The bus dropped us off in a town that may or may not be Traunstein, I saw that on a lot of signs and advertisements. The train departure board told me that I had half an hour to kill, so I found a backeri (bakery). The “bretzen mit kase” (pretzel with cheese) looked tasty, but I ended up getting a piece of ciabatta with soft cheese, roasted vegetables, and more cheese melted on top. I knew enough German to get me through the transaction, but I stalled when she asked me if I wanted it warm, and then she had me figured out and switched to English. She told me that she was from Holland, so we should speak English. I wish we had stuck to German (I held up my end) because I need the practice desperately, but tough cookies, I got a really tasty hot lunch out of the deal. Waiting for trains may soon become my biggest source of calories.
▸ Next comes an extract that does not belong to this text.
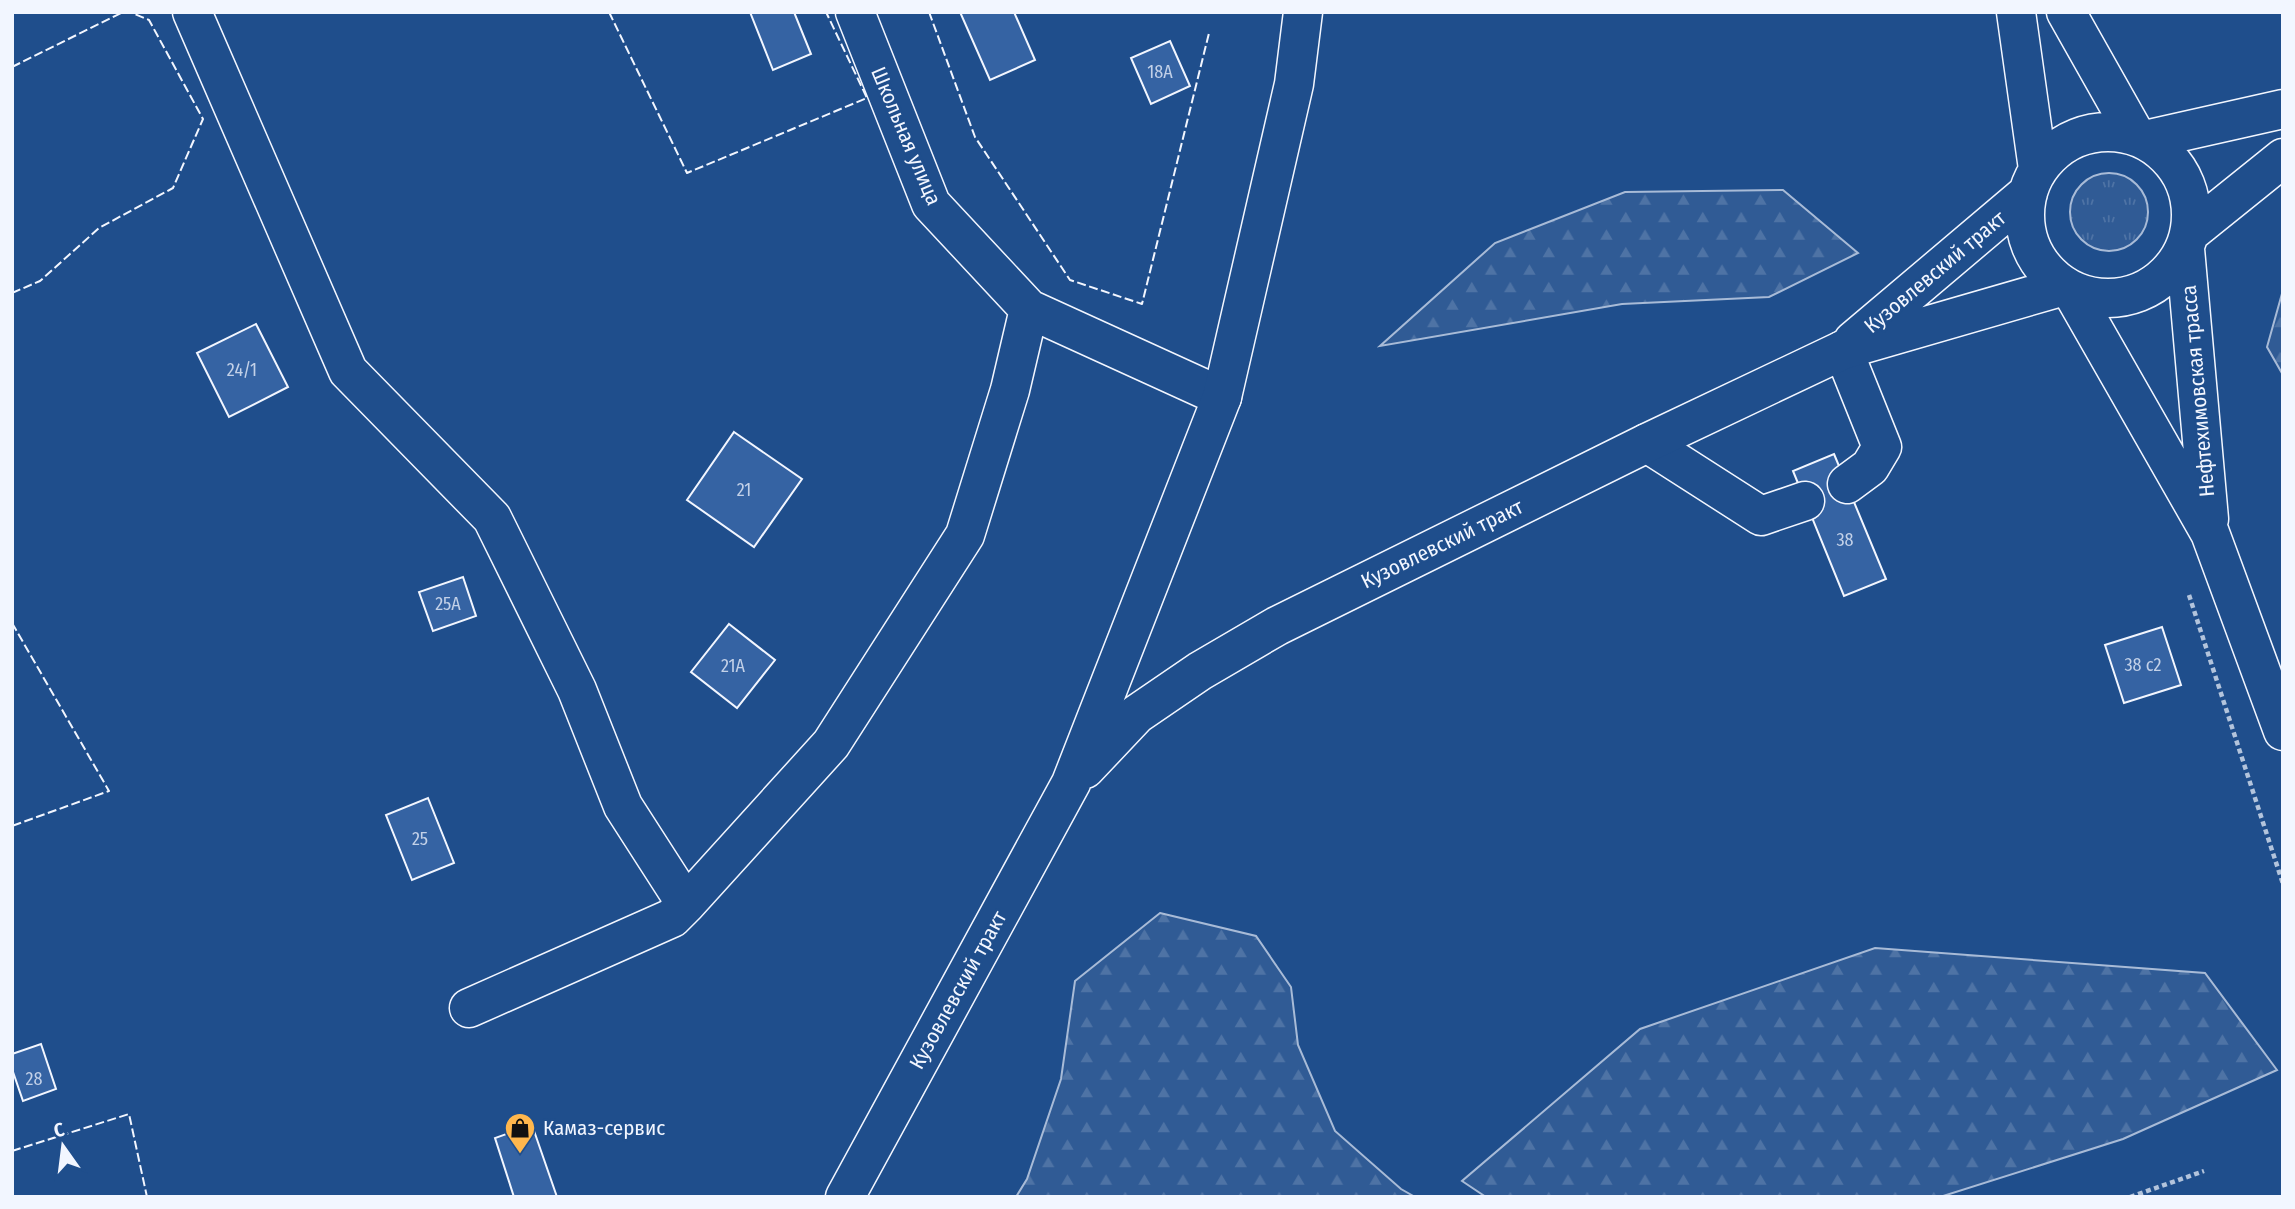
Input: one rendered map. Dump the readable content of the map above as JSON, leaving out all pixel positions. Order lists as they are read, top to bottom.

While I was there, I also got a postcard to send my dad. It’s his birthday today. I have not yet gotten him a real Deutsch birthday present, but I can write a paragraph about him right now. What better gift than a paragraph in a blog for your second 49th birthday? Dad and I have had a somewhat rocky relationship at times. It sounds like maintaining a good relationship with one’s parents is a difficult task at best, and doing so with double the number of parents due to divorce is even harder. Thankfully, in the last few years, I think we’ve both grown up a bit. Speaking for myself, I’ve grown up a lot. He’s helped bring a second only child into the world (a do-over? Self-punishment? First round was so fun he just couldn’t resist another?) Now, as best I can tell, we’re back to peas and rice. I’m always so happy to see him and spend time with him. I realize now there’s so much I have yet to learn that my parents have already learned the hard way. Can you imagine telling me as a teenager that one day soon, I’d regard my own father as super-cool and a key highlight of my life?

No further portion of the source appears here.